Reconstructing Intermediate Water Temperature Response to Pliocene-Pleistocene Climates

Projections of future climate change under higher atmospheric carbon dioxide concentrations rely upon our understanding of the relationships and feedbacks that operate between different climate components, either as processes (ocean circulation, ice-sheet behaviour) or regions (e.g. low versus high latitudes). A number of key variables within the modern climate system have been linked to major climate transitions in the past, but whether they drove, amplified, or responded to climate events remains a topic of intense debate.

In this project we propose to investigate the response of the intermediate waters of the ocean to the growth of large ice-sheets in the northern hemisphere and falling atmospheric CO2 conditions over the last 4 million years. Intermediate waters are found at around 500 - 1500 m water depth. They are important for connecting large areas of the ocean, because they are formed first by the sinking of surface waters in the high-latitudes (e.g. the Southern Ocean), but extend to reach the equator where they may then return to the surface ocean by the process of upwelling. This means that changes in temperature, salinity, and nutrients can be transported from the polar regions to the tropics. It is thought that during the retreat of the ice-sheets, these water masses were extremely important for releasing carbon dioxide into the atmosphere and acting as a "feedback" for rapid climate change.

Despite the importance of intermediate waters for global climate, their response to significant events in the climate system since 4 million years ago is unclear. We also know that over the last 4 million years there have been a large number of extinction events in organisms called foraminifera that live in intermediate waters. Although these extinction events are global in extent, their cause is not known but may have been linked to the temperature of the intermediate waters. We propose a thorough investigation of intermediate water temperatures and foraminifera assemblages over the last 4 million years to assess the cause of the extinction events. We will generate the first record of intermediate water temperature from the SW Pacific that extends back to 4 million years ago. Our chosen site sits within the most important intermediate water mass of the present day (Antarctic Intermediate Water). We will use the trace metal composition of a key species of foraminifera that did not become extinct and which lives in intermediate waters, to calculate past temperatures. We will assess the causes of any changes in intermediate water properties by generating records of sea-surface temperature which reflect the surface ocean circulation in the area of intermediate formation in the Southern Ocean. We will use specific organic remains (alkenones) from marine algae to determine past sea-surface temperature values. We therefore aim to not only reconstruct intermediate water temperatures, but also investigate what caused any changes that are observed. At present, there are large gaps in time between samples in the foraminifera extinction record. By reducing these gaps and reconstructing foraminifera assemblages, we will more precisely determine the links between foraminifera extinctions and changing intermediate water properties. As a result of this thorough approach, this research programme will answer key questions about the processes that connected the low- and high-latitudes and caused widespread marine extinction events over the last 4 million years.

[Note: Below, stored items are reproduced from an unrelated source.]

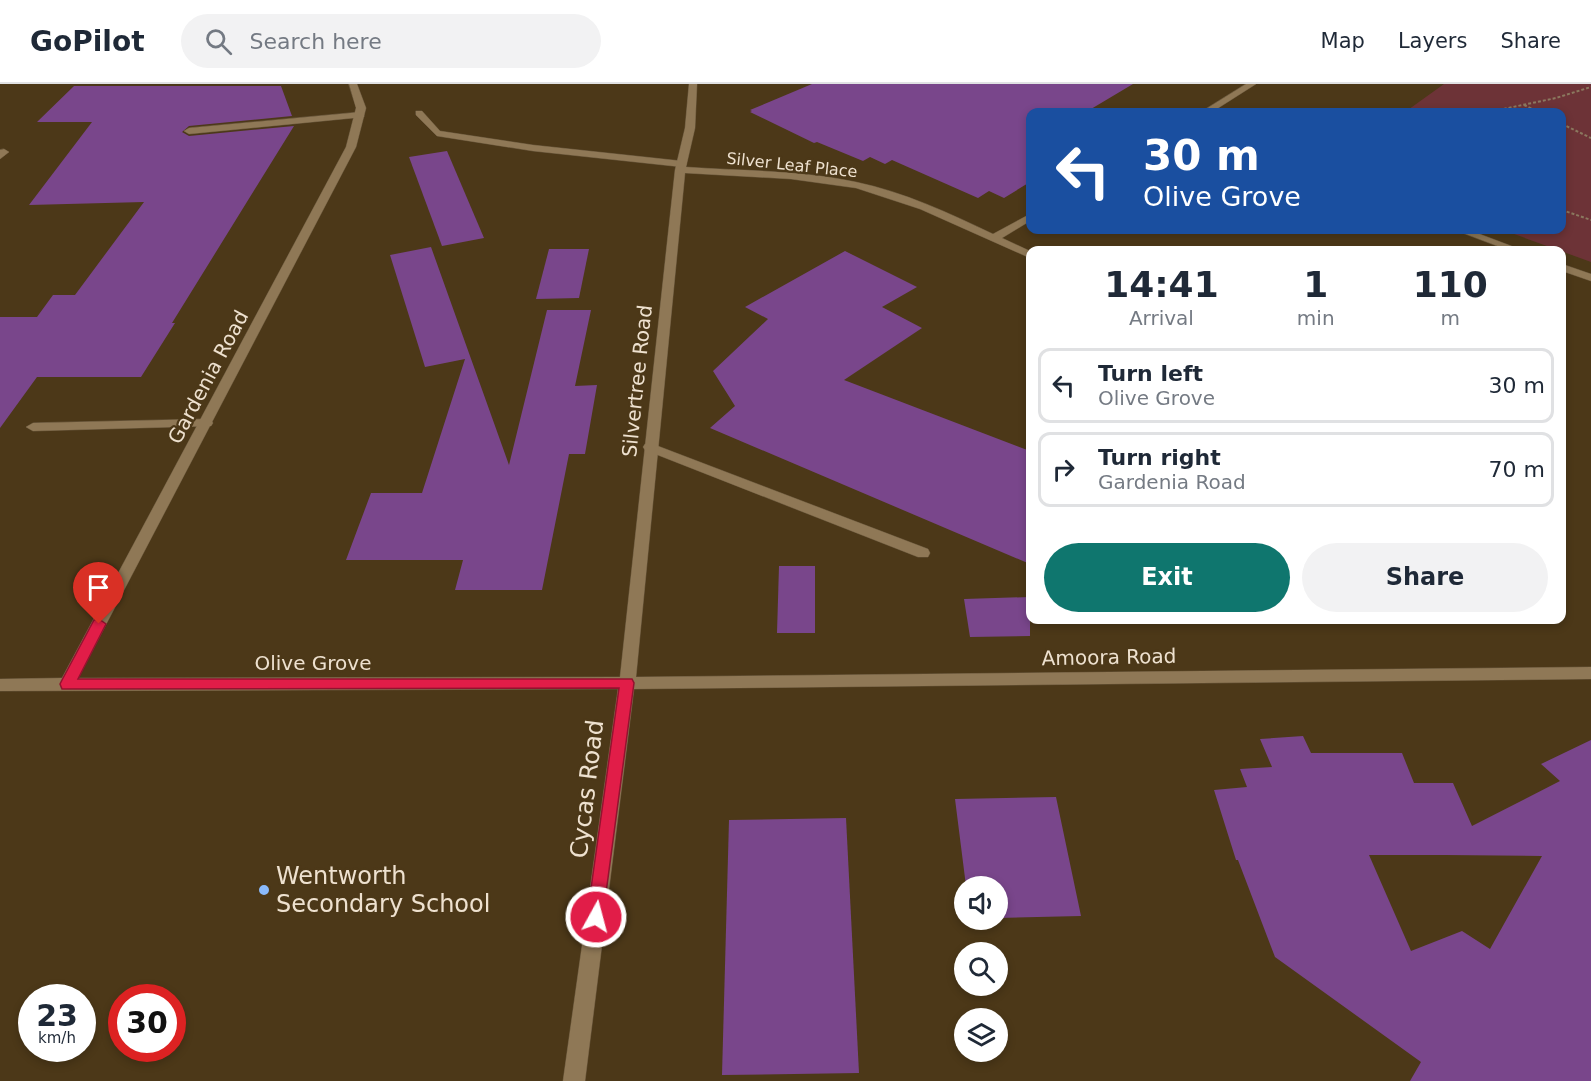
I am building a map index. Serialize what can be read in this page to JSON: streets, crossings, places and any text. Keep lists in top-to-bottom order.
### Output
{
  "streets": {
    "street": [
      "Silver Leaf Place",
      "Gardenia Road",
      "Silvertree Road",
      "Amoora Road",
      "Olive Grove",
      "Cycas Road"
    ]
  },
  "crossings": [
    ["Silver Leaf Place", "Silvertree Road"],
    ["Gardenia Road", "Olive Grove"],
    ["Silvertree Road", "Amoora Road"],
    ["Silvertree Road", "Olive Grove"],
    ["Silvertree Road", "Cycas Road"],
    ["Amoora Road", "Olive Grove"],
    ["Amoora Road", "Cycas Road"],
    ["Olive Grove", "Cycas Road"]
  ],
  "places": ["Wentworth Secondary School"],
  "page": {
    "header": "GoPilot",
    "search": "Search here",
    "nav": ["Map", "Layers", "Share"],
    "turn": ["30 m", "Olive Grove"],
    "eta": [
      "14:41",
      "Arrival",
      "1",
      "min",
      "110",
      "m"
    ],
    "list": [
      {
        "name": "Turn left",
        "note": "Olive Grove",
        "value": "30 m"
      },
      {
        "name": "Turn right",
        "note": "Gardenia Road",
        "value": "70 m"
      }
    ],
    "buttons": ["Exit", "Share"],
    "speed": "23 km/h",
    "limit": "30"
  }
}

The main beneficiaries of the proposed research beyond the academic realm will be young people and the local public in the region of the host institution (North-East England) and the British Geological Survey (Nottingham). These communities will benefit via an increased understanding of the scientific approaches taken to understanding earth history, the key questions that drive palaeoclimate science, the unresolved questions around important marine extinction events, and our current knowledge of natural climate variability. As a result, they will be ensured of engagement with UK Science and an introduction to scientific methods. Our engagement with undergraduate students will contribute to the basic training of the next generation of young scientists and policy makers in the UK.

Our regional activities will draw on existing and strong links with schools and teachers developed by the PI as part of her co-ordination of both Newcastle University Geography Outreach programmes and the North-East Quaternary Association (NEQUA), and links with the celebrated natural history arm of the Great North Museum. Furthermore, the British Geological Survey is also committed to outreach programmes which include visits to schools by BGS scientists, and participation at the annual British Science Association "Science Week". All of these events engage school pupils, teachers and the general public in scientific and geographical/geoscience research. They require no extra cost to this research project.

Additional project-specific events will also introduce participants to results which investigate and challenge existing ideas about natural climate variability and the causes of widespread extinction events in the recent geological past. Through the generation of online A-level revision and teaching materials, we will introduce young people to the exciting scientific developments taking place in palaeoclimate research. Our project website will be used to release these materials, and provide additional resources for the media and academic researchers. The PDRA will attend the NERC media training programme, and will be listed as a Newcastle University "expert" for climate science.

The direct societal or economic impact of this research is difficult to quantify, but through the generation of high-quality new data sets that have implications for understanding climate feedbacks and the causes of evolutionary events, this research programme will ensure that the UK remains an important centre for tackling key earth system science questions. This project thus contributes to the UK knowledge economy, and ultimately to a 'green economy' via scientific investigation of climate change.